Cluster descriptions for community A.

See Table 4 for more detailed information on cluster centers.

Cluster centers for community A.

Red to green coloring indicates the lowest to highest values per metric (row).

Cluster descriptions for community B.

See Table 6 for more detailed information on cluster centers.

Cluster centers for community B.

Red to green coloring indicates the lowest to highest values per metric (row).

Mapping clusters to the reader-to-Leader Framework

Each role will belong to the leader, collaborator, or contributor categories from the RtLF. Readers were not directly included, as they were originally described as users who are “venturing in, reading, browsing, searching, returning”, [25], hence they have no engagement and passive behavior without a digital trace. These users may not have created an account until they became a contributor, collaborator, or leader, as both forums at the time of data collection were open to view and browse. We assessed the similarity of clusters identified for each community. While, there are subtle variances in each role identified, we found that they are similar enough to map to the RtLF in the same way. For example, the Popular Supporters in community A and B were subtly different. Community A’s Popular Supporters had high thanks rates, whereas this was not as reflected in community B. However, both community A and B’s Popular Supporters had high in- and out- degrees, bi-directional neighbors, with high mean posts per thread and subforums. Both community’s Taciturns were low in all metrics, however, community B’s tended to be more connected (e.g., higher in- and out-degree scores). Similarly, both community’s Elite users had much in common (e.g., high in- and out- degrees, bi-directional neighbors, thanks rates, and number of posts).
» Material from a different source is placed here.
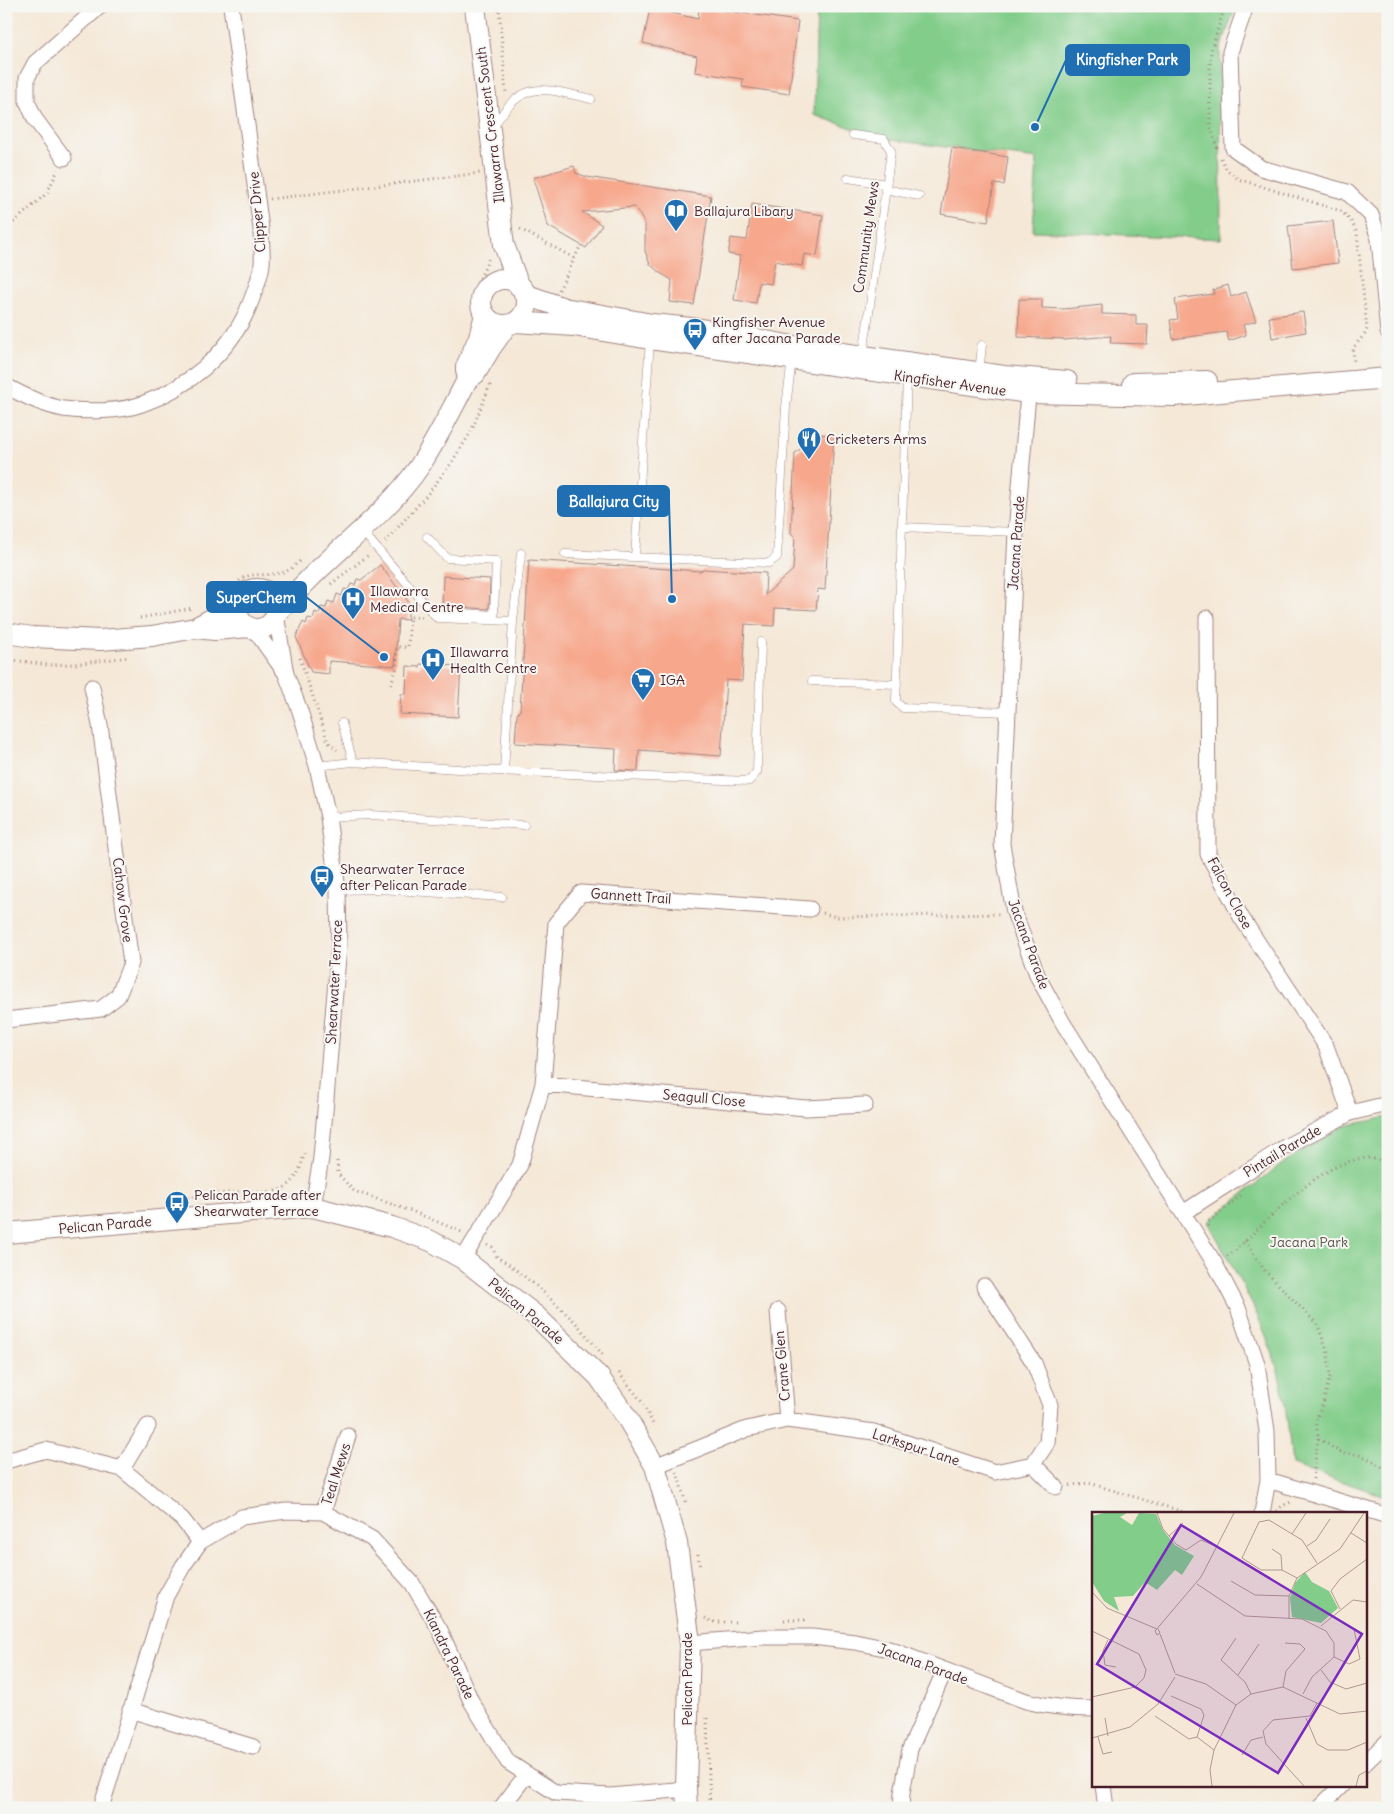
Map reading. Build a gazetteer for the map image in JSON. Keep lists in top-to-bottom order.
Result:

However, community B’s number of URLs was a much lower value for Elite users. This highlights subtle differences between forums. This is to be expected, in light of social role theory and literature that addresses the dynamic between the individual and group identity, and shows that there is negotiation and changes in user behavior and adoption of (new) beliefs as individuals integrate into groups and as communities evolve [31]. Further, this aligns with the work of Chan, Hayes, and Daly [32] where they demonstrated the unique role compositions of different forums. Next, we examined the proportion of users in each of the roles for both community A and community B (Fig 3), for comparison against the RtLF, as well Nielsen’s 90-9-1 rule of social media and online community engagement [26]. We anticipated seeing larger numbers of users in roles such as Low Volume Supporter or Taciturn, in comparison to Elite users, which was accurate for both forums.

Fig 3

Proportion of users in each cluster for community A and community B.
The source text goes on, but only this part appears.